• **What the task requires**
Review the listing and copy each line that holds the word "white".

• **Data excerpts**
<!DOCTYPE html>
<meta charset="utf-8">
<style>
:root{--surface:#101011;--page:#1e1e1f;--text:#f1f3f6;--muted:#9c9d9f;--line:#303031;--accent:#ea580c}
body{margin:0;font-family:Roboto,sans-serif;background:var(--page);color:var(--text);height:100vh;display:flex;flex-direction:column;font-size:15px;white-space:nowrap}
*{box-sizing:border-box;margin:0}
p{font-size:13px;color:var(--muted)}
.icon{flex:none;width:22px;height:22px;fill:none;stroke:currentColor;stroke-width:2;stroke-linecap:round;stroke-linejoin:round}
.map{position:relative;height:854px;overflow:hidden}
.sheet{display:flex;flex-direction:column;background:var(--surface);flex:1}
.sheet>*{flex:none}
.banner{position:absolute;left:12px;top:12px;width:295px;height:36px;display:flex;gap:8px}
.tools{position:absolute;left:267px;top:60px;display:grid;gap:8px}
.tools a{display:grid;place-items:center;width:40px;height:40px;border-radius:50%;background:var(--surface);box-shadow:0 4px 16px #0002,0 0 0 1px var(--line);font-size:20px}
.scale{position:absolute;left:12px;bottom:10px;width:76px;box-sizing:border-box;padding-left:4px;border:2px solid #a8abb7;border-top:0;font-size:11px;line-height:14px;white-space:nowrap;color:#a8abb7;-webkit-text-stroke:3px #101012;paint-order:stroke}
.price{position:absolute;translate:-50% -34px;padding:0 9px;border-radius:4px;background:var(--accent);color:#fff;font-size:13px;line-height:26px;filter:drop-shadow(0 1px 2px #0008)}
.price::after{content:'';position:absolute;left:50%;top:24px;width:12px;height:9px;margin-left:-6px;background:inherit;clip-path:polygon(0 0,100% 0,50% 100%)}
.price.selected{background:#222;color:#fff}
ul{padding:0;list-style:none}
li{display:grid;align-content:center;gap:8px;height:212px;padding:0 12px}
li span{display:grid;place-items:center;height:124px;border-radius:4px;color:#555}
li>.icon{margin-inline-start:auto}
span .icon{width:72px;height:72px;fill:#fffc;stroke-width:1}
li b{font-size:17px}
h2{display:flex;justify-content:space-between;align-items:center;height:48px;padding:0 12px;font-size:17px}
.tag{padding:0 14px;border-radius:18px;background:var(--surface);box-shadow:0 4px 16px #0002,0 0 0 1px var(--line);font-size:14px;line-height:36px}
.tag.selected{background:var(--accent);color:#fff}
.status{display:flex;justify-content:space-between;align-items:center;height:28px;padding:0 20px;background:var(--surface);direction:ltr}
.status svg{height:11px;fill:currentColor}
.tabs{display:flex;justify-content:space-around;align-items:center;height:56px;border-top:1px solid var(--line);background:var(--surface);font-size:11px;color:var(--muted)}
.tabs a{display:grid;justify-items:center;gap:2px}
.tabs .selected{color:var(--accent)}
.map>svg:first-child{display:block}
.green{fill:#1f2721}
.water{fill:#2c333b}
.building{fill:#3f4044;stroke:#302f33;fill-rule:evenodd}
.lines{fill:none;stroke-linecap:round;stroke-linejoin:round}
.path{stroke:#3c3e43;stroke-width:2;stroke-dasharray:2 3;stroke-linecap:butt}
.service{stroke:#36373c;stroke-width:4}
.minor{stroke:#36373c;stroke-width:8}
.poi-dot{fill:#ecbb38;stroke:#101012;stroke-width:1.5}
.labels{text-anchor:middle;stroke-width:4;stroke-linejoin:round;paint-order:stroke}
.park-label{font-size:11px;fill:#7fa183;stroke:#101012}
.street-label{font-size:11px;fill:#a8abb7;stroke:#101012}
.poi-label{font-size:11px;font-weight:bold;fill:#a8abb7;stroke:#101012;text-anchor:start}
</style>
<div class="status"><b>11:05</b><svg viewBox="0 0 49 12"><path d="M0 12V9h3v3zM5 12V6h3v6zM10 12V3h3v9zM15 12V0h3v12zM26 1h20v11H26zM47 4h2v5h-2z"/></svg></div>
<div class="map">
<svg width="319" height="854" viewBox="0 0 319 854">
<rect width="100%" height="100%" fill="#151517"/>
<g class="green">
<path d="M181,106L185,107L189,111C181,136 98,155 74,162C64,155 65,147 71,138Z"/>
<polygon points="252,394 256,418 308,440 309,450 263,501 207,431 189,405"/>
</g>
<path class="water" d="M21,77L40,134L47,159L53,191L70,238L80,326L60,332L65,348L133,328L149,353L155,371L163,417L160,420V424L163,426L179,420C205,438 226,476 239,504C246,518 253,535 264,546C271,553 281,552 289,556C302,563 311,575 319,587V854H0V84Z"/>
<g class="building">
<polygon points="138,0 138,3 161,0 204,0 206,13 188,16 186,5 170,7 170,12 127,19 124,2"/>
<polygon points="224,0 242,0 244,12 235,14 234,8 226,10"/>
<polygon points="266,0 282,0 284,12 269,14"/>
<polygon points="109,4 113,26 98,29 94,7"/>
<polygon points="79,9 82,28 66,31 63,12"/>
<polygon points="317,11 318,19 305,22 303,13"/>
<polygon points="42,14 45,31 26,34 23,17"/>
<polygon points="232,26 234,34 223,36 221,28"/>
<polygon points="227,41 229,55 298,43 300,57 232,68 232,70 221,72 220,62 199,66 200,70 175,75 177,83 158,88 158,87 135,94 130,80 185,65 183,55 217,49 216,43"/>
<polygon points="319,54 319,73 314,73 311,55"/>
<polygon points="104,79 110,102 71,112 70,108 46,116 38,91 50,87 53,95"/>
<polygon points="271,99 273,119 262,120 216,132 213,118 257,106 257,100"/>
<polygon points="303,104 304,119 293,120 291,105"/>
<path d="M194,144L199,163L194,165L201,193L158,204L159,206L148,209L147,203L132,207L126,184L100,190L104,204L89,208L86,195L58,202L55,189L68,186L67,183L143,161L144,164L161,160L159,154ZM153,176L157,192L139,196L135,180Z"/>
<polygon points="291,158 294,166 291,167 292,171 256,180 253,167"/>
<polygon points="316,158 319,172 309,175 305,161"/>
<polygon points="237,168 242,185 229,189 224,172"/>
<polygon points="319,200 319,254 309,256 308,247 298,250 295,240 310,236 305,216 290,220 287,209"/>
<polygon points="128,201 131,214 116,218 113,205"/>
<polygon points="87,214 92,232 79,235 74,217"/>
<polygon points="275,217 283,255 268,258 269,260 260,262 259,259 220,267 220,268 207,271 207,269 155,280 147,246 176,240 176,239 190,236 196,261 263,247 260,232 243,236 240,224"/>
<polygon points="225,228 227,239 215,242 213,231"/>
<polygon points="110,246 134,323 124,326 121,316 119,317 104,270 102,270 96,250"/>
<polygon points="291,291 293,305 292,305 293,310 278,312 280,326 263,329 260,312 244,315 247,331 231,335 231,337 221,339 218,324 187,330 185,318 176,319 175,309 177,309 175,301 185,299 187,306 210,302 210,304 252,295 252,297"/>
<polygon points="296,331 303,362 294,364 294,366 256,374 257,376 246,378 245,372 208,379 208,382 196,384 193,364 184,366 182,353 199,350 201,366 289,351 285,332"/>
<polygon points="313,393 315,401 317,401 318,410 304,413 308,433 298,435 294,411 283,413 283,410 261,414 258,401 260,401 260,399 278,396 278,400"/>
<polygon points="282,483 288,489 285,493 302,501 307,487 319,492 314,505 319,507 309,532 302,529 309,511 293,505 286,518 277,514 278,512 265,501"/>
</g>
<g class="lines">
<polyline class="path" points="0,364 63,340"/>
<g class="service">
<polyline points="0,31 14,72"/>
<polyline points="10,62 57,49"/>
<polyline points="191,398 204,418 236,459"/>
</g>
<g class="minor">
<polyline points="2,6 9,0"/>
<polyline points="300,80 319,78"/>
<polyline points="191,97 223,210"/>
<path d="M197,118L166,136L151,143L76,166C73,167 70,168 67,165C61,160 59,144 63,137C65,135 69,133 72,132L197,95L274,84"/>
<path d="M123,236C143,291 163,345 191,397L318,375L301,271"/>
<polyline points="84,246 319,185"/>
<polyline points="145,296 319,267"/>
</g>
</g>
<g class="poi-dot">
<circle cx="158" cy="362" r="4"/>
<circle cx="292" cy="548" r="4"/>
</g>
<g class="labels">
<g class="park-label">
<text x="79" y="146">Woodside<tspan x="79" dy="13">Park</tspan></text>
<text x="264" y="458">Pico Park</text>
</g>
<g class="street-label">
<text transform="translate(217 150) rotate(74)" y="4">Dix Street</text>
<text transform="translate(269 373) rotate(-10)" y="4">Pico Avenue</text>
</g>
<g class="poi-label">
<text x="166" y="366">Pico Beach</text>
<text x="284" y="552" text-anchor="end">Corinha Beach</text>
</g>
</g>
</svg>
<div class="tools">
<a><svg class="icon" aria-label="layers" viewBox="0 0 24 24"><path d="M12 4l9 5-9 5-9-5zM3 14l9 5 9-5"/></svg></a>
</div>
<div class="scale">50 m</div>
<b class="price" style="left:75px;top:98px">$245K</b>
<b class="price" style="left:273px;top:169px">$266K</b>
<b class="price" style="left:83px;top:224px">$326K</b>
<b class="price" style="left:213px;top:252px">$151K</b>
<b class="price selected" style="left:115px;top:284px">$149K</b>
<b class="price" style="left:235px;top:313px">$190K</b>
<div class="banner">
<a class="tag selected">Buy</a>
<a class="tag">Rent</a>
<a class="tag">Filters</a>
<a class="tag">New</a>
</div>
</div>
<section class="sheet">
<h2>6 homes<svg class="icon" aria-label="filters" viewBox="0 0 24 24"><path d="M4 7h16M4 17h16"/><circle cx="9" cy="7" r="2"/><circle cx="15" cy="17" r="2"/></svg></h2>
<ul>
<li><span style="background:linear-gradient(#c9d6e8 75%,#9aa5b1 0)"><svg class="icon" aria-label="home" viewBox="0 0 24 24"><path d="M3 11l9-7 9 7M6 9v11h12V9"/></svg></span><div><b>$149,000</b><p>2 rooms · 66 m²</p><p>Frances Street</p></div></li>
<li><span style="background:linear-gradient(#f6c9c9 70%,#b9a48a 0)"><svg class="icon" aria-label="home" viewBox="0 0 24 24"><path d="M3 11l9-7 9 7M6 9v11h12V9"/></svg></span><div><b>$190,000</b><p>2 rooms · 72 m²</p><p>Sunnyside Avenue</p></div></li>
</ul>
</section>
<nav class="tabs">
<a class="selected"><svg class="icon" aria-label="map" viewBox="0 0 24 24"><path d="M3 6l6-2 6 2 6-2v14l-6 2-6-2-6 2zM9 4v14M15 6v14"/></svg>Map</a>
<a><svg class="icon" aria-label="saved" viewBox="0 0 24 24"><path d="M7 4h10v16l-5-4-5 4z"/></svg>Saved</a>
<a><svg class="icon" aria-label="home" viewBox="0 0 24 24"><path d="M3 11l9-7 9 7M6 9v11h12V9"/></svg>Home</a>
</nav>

• **Task solution**
body{margin:0;font-family:Roboto,sans-serif;background:var(--page);color:var(--text);height:100vh;display:flex;flex-direction:column;font-size:15px;white-space:nowrap}
.scale{position:absolute;left:12px;bottom:10px;width:76px;box-sizing:border-box;padding-left:4px;border:2px solid #a8abb7;border-top:0;font-size:11px;line-height:14px;white-space:nowrap;color:#a8abb7;-webkit-text-stroke:3px #101012;paint-order:stroke}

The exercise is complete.